What to expect during Ramadan in Oman

Ramadan starts in Oman.It is the holiest month of the Islamic year. It is when the Quran, the holy book of Islam was revealed to Prophet Muhammad. It is the Islamic month of fasting where Muslims pray and reflect. Muslims do their normal routine but refrain from eating, drinking, smoking and doing any kind of intimacy. It is intended to teach Muslims about self-discipline, patience, generosity, and submissiveness to God. It is common to have one meal (known as Suhoor) just before sunrise and another (known as Iftar) after sunset. Ramadan lasts for 29-30days depending on the sighting of the new moon.

 

Not all Muslims are required to fast. Non-Muslims, sick or those mentally ill, young children, elderly, and women who are menstruating, pregnant, breastfeeding or recently had a baby are exempted. If the fast is missed, they should try to make up the fast at a later date or make donation to the poor. During this time, greet Muslims with the phrase “Ramadan Kareem” which means Generous Ramadan.

 

When you are visiting Oman which is a conservative Muslim country on the month of Ramadan, you need to understand certain rules and regulations .This month brings a lot of joy for Muslims but for non – Muslims , it may cause some inconvenience. One is expected to adapt to the rules in public places during the daylight hours.

 

During fasting hours, non – Muslims are expected to follow the rules of fasting. In gulf country like Oman, it is considered illegal to eat and drink in public places during day light.

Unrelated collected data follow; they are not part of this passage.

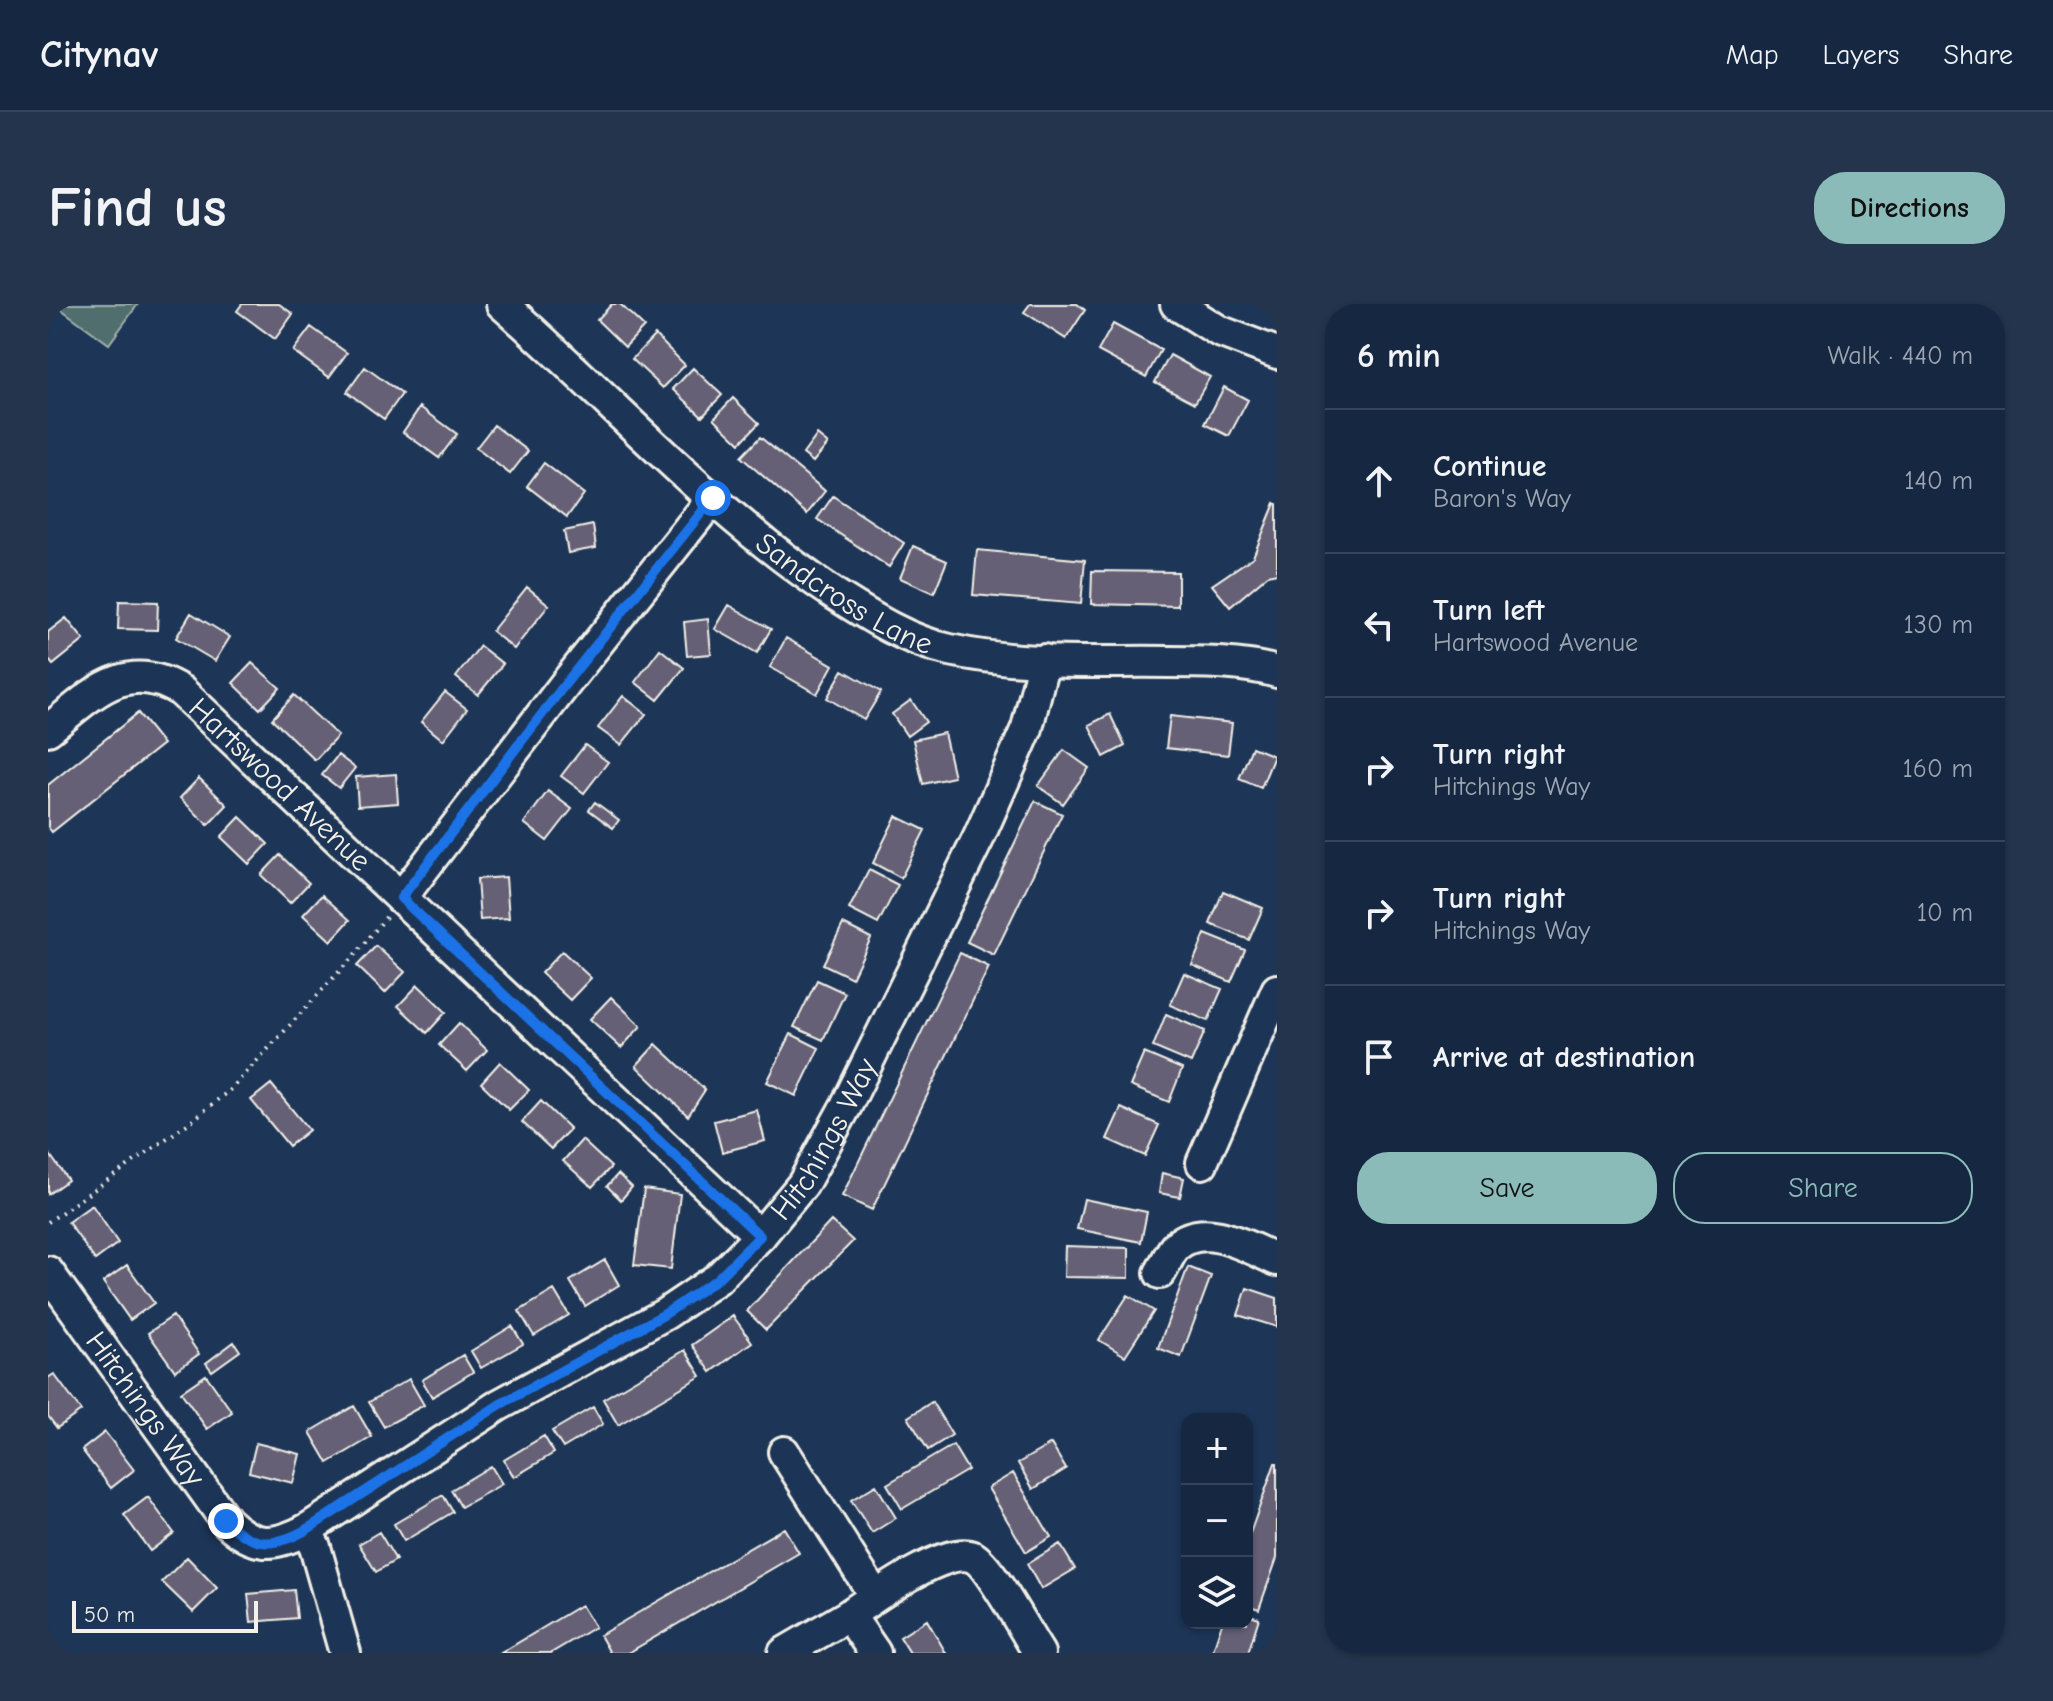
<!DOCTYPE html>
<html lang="en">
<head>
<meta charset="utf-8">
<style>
  body { margin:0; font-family:"Comic Neue",sans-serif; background:#23344c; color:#f1f3f6 }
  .controls { position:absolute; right:24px; bottom:24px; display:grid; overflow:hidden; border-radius:16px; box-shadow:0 2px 6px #0004 }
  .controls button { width:72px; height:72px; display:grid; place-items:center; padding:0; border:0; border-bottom:2px solid #35445a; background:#162841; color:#f1f3f6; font:40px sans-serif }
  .scale { position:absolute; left:24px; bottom:20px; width:186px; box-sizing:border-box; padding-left:8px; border:4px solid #f4f1e8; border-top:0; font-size:22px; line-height:28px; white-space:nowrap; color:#f4f1e8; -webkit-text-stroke:6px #1d3557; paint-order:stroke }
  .stop { position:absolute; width:24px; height:24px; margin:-18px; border:6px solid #1a73e8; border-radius:50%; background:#fff }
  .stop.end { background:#1a73e8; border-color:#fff; box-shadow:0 2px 8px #0008 }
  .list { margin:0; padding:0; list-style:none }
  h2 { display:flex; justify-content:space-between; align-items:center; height:104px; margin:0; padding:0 32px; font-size:34px }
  h2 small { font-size:26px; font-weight:400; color:#9ea6b1 }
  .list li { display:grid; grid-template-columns:52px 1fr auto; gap:24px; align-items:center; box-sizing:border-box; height:144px; padding:0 32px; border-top:2px solid #35445a }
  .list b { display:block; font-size:30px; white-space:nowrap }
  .list p { margin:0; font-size:26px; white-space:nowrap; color:#9ea6b1 }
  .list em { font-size:26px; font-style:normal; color:#9ea6b1 }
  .actions { display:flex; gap:16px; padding:24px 32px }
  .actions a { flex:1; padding:18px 0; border:2px solid #8bbbb9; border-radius:32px; text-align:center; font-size:28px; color:#8bbbb9 }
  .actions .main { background:#8bbbb9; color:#111 }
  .icon { flex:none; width:44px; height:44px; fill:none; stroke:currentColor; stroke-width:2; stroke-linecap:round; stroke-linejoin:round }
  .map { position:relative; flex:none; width:1229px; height:1349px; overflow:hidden; border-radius:32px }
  header { display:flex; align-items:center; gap:48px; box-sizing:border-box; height:112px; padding:0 40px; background:#162841; border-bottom:2px solid #35445a }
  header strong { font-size:38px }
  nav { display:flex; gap:44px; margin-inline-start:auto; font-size:28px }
  .intro { display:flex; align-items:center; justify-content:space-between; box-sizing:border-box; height:192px; padding:0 48px }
  h1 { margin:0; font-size:56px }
  .button { padding:20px 36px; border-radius:32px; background:#8bbbb9; color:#111; font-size:28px; font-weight:700 }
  main { display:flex; gap:48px; padding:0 48px }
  aside { flex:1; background:#162841; border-radius:32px; box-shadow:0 2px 6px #0004 }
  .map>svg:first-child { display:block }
  .green { fill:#4f6e6d; stroke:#a2b0aa; stroke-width:2 }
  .building { fill:#656076; stroke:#f4f1e8; stroke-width:2 }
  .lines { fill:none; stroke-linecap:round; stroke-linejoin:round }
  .minor-casing { stroke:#f4f1e8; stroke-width:36 }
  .path { stroke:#f4f1e8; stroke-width:4; stroke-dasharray:2 6; stroke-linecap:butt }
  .minor { stroke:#1d3557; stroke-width:30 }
  .route { stroke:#1a73e8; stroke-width:10 }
  .labels { text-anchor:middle; stroke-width:6; stroke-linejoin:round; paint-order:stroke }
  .street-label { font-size:30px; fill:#f4f1e8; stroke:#1d3557 }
</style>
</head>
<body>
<header>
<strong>Citynav</strong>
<nav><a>Map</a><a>Layers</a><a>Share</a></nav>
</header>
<div class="intro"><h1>Find us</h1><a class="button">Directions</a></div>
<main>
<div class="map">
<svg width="1229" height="1349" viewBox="0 0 1229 1349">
  <rect width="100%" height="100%" fill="#1d3557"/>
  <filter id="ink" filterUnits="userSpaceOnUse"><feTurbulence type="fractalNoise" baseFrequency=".0125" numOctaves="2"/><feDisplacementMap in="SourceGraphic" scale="16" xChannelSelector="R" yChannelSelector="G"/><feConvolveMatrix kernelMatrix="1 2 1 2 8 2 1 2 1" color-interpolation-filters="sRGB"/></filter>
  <g filter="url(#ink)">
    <path class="green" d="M 6,0 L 90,0 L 61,40 Z"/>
    <path class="building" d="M 194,0 L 231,0 L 245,10 L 227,35 L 189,7 Z
      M 564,0 L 572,0 L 596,23 L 577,43 L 549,16 Z
      M 982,0 L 1029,0 L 1037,6 L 1018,35 L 976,8 Z
      M 1065,20 L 1113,46 L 1098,73 L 1050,47 Z
      M 263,23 L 299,49 L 281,73 L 245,47 Z
      M 607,31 L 637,61 L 615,84 L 584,55 Z
      M 1122,51 L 1162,73 L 1147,99 L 1107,78 Z
      M 317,63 L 354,90 L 336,115 L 299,88 Z
      M 645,64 L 674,91 L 654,112 L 625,85 Z
      M 1176,83 L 1200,96 L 1181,132 L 1157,120 Z
      M 685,94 L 711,119 L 692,139 L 666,114 Z
      M 372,103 L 409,130 L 391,154 L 355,128 Z
      M 446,121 L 480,147 L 462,170 L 428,144 Z
      M 769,131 L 780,140 L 765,158 L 755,150 Z
      M 712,133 L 777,187 L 759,210 L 693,153 Z
      M 496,159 L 536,190 L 519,213 L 479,182 Z
      M 785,192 L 856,239 L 841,263 L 769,215 Z
      M 1227,199 L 1229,200 L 1229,269 L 1220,271 L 1182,303 L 1164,281 L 1205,253 Z
      M 545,221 L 548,244 L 520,249 L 516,227 Z
      M 865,242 L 899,257 L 886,289 L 852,274 Z
      M 929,246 L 1037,256 L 1033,300 L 925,291 Z
      M 1044,267 L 1130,268 L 1130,302 L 1043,300 Z
      M 479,283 L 501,301 L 466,345 L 444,327 Z
      M 71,297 L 110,298 L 109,326 L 70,325 Z
      M 681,301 L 723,325 L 709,349 L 667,325 Z
      M 143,309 L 182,333 L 167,357 L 128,334 Z
      M 18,314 L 36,336 L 5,361 L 0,355 L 0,328 Z
      M 660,315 L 663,350 L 639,352 L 636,318 Z
      M 738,334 L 785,361 L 769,390 L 722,363 Z
      M 432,342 L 455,360 L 430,391 L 408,373 Z
      M 612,345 L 636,364 L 610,396 L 587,378 Z
      M 204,359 L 232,384 L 212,405 L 185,379 Z
      M 795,366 L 833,388 L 816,416 L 779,394 Z
      M 397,388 L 419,405 L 395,436 L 373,418 Z
      M 246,391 L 290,432 L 267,456 L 224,415 Z
      M 575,392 L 598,410 L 573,441 L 550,424 Z
      M 863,396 L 878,418 L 859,432 L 844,410 Z
      M 90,409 L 115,440 L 4,528 L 0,523 L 0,481 Z
      M 1062,410 L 1077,442 L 1056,453 L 1041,421 Z
      M 1122,412 L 1184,419 L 1180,451 L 1118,444 Z
      M 896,429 L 906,473 L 875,480 L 865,436 Z
      M 537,441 L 560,458 L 536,489 L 513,472 Z
      M 1204,443 L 1226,452 L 1213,484 L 1191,475 Z
      M 1016,446 L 1041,464 L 1015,500 L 990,482 Z
      M 290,451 L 307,464 L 291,484 L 274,471 Z
      M 348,470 L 350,499 L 310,502 L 308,473 Z
      M 151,474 L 179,501 L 160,521 L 132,494 Z
      M 500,487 L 524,505 L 499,537 L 476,519 Z
      M 987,497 L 1014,510 L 946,651 L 919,638 Z
      M 547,498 L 571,516 L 565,524 L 541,506 Z
      M 848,512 L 877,526 L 853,574 L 825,559 Z
      M 192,513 L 220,540 L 201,560 L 173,533 Z
      M 232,551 L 261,579 L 242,599 L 213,571 Z
      M 821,566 L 850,581 L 830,620 L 801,605 Z
      M 458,573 L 461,614 L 432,616 L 429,575 Z
      M 1175,587 L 1215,604 L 1201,636 L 1162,620 Z
      M 274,591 L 302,616 L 283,637 L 255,611 Z
      M 795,620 L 823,634 L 804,674 L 775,660 Z
      M 1157,630 L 1197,646 L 1183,678 L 1144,661 Z
      M 328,642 L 357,668 L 337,689 L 309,662 Z
      M 514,647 L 543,674 L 522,696 L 493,669 Z
      M 912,649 L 941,663 L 824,906 L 794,892 Z
      M 1136,669 L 1174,685 L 1160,717 L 1122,701 Z
      M 769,676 L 797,689 L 775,736 L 746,723 Z
      M 370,681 L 398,708 L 379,729 L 350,702 Z
      M 563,693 L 593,722 L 573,744 L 542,715 Z
      M 1118,710 L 1157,727 L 1143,759 L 1105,743 Z
      M 411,719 L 439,746 L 419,767 L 391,741 Z
      M 743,730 L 771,744 L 748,792 L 719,778 Z
      M 608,740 L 657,786 L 640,812 L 588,762 Z
      M 1096,749 L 1134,765 L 1121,798 L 1082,782 Z
      M 452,758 L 481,786 L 461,806 L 433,779 Z
      M 223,780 L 261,826 L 241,842 L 203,796 Z
      M 493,797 L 522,825 L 503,845 L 474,818 Z
      M 1073,804 L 1111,821 L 1097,852 L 1059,835 Z
      M 709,806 L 717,837 L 674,848 L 666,817 Z
      M 534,836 L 563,863 L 544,883 L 515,857 Z
      M 0,848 L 20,876 L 0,890 Z
      M 1114,869 L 1136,874 L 1132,893 L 1111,889 Z
      M 570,870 L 584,883 L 573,896 L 559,882 Z
      M 596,885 L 632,890 L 623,965 L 586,961 Z
      M 1036,895 L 1099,908 L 1093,938 L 1029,925 Z
      M 44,901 L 70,939 L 47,956 L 20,918 Z
      M 783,917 L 805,937 L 718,1026 L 699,1007 Z
      M 1017,942 L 1081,944 L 1081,974 L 1016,973 Z
      M 557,956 L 571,981 L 537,1002 L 522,977 Z
      M 79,961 L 106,999 L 82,1016 L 55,978 Z
      M 1140,963 L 1163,972 L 1133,1053 L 1110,1044 Z
      M 1199,984 L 1229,994 L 1229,1023 L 1190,1011 Z
      M 506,986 L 521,1011 L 486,1032 L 471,1007 Z
      M 1080,991 L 1106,1007 L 1077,1052 L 1051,1036 Z
      M 125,1012 L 151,1050 L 127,1067 L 100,1029 Z
      M 685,1012 L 704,1038 L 663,1068 L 644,1041 Z
      M 464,1022 L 475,1040 L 433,1064 L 423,1047 Z
      M 186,1038 L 192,1047 L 164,1067 L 158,1059 Z
      M 637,1046 L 653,1072 L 570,1121 L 555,1095 Z
      M 415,1051 L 425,1068 L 384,1093 L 374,1076 Z
      M 6,1070 L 33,1107 L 9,1124 L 0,1112 L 0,1074 Z
      M 158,1071 L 184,1108 L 159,1125 L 133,1088 Z
      M 361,1075 L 376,1101 L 336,1123 L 321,1098 Z
      M 884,1098 L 904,1131 L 880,1146 L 860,1113 Z
      M 306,1102 L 324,1133 L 280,1159 L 262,1128 Z
      M 545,1103 L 555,1120 L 515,1144 L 504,1127 Z
      M 57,1128 L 86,1166 L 63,1184 L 34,1146 Z
      M 496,1132 L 506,1149 L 466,1173 L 456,1156 Z
      M 208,1139 L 252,1150 L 245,1179 L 201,1168 Z
      M 1003,1140 L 1018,1165 L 985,1185 L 970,1159 Z
      M 905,1141 L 920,1166 L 854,1205 L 839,1180 Z
      M 1227,1159 L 1229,1159 L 1229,1254 L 1211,1305 L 1199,1301 L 1199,1238 Z
      M 443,1162 L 454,1180 L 413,1203 L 403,1186 Z
      M 965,1169 L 1003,1233 L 978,1248 L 940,1184 Z
      M 828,1181 L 848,1214 L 824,1229 L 803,1196 Z
      M 395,1191 L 405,1208 L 356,1237 L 346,1220 Z
      M 100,1193 L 126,1229 L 102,1247 L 76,1211 Z
      M 736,1224 L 751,1249 L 580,1349 L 562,1349 L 552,1331 Z
      M 331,1228 L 348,1256 L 328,1268 L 311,1240 Z
      M 1012,1240 L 1027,1265 L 993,1285 L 979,1260 Z
      M 139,1253 L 169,1284 L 145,1308 L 114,1278 Z
      M 246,1286 L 249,1314 L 203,1318 L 200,1290 Z
      M 533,1301 L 547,1323 L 503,1349 L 453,1349 Z
      M 1199,1310 L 1211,1314 L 1200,1349 L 1164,1349 L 1174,1319 L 1199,1319 Z
      M 879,1316 L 898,1349 L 862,1349 L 852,1333 Z"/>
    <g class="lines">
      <defs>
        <g id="minor">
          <path id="s1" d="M 454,0 C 565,97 664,209 788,291 C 824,314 860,337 902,346 C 973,362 1048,357 1121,358 C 1157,358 1194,358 1229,368"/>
          <path d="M 1128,0 L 1171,27 L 1229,49"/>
          <path id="s2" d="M 0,426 C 43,392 77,352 133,387 L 712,932"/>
          <path d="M 353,594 L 518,379 L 665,194"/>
          <path d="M 1154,859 L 1229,686"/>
          <path id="s3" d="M 0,968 L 178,1217 C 206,1244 225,1243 258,1226 L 451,1101 L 617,1010 L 669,975 L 712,932 L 755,880 L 798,802 L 931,533 L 979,424 L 996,356"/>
          <path d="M 1112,969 C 1117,961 1122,948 1128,942 C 1157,916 1201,944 1229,956"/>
          <path d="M 736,1148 L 827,1292"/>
          <path d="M 258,1226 L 267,1243 L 297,1349"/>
          <path d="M 801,1311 C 825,1294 898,1241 925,1253 C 941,1260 979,1331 991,1349"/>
          <path d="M 736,1349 L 801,1311 L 827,1349"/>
        </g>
      </defs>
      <use href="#minor" class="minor-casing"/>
      <path class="path" d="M 0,918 L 145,816 L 184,784 L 312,645 L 338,613"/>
      <use href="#minor" class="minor"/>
    </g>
  </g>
  <g class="lines" filter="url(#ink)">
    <path class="route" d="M 178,1217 C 206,1244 225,1244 258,1226 L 451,1101 L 617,1010 L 669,975 L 712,932 L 353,594 L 518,379 L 665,194"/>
  </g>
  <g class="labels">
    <g class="street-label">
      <text dy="10" stroke="none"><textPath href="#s1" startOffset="450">Sandcross Lane</textPath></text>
      <text dy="10" stroke="none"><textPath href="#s2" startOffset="288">Hartswood Avenue</textPath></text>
      <text dy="10" stroke="none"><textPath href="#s3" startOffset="1054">Hitchings Way</textPath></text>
      <text dy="10" stroke="none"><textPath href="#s3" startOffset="168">Hitchings Way</textPath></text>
    </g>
  </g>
</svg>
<div class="controls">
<button>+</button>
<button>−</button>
<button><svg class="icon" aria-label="layers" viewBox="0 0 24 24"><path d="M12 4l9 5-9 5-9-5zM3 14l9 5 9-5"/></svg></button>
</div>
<div class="scale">50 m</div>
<div class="stop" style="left:665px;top:194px"></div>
<div class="stop end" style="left:178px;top:1217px"></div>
</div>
<aside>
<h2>6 min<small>Walk · 440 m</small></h2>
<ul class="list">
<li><svg class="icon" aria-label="ahead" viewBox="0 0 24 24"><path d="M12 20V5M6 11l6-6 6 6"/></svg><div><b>Continue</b><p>Baron's Way</p></div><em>140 m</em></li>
<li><svg class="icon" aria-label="left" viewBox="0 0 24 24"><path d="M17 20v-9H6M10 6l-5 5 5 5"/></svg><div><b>Turn left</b><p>Hartswood Avenue</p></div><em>130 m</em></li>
<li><svg class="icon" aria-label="right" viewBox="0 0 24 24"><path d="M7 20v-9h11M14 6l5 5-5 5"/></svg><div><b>Turn right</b><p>Hitchings Way</p></div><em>160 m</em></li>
<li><svg class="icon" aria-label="right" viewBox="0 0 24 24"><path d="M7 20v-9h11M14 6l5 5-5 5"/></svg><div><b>Turn right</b><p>Hitchings Way</p></div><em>10 m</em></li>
<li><svg class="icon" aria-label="arrive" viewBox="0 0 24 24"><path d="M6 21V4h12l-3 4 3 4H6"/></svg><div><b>Arrive at destination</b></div></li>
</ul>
<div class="actions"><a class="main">Save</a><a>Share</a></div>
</aside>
</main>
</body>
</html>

Police patrols the streets and you may get fined if caught. It is only allowed to drink, eat or smoke in private. Restaurants are closed the whole day and will reopen after Iftar. But international hotels will have at least one restaurant open for travelers to eat during daylight hours. Bars and pubs are closed and no live music are allowed. It is also expected that men and women will dress more modestly. Government offices, banks, malls, tourist places are open but working hours are shorter too. Regardless of the religion, all residents of Oman have shorter workdays. At home, you are free to do whatever you do. If you will walk around on the daylight, you will see a quieter life scene.

 

Most of the people are up all night. Day and night are somewhat switched during Ramadan, so there is a lot of stuff going around during the evenings. Malls are open until midnight. Most of the hotels will offer Iftar and Suhoor buffets.

 

Ramadan ends with Eid el Fitr, the festival of breaking the fast. Many Muslims celebrate by giving gifts, visiting family and friends and wearing new clothes.

 

For all my Muslim friends and colleagues, Ramadan Kareem!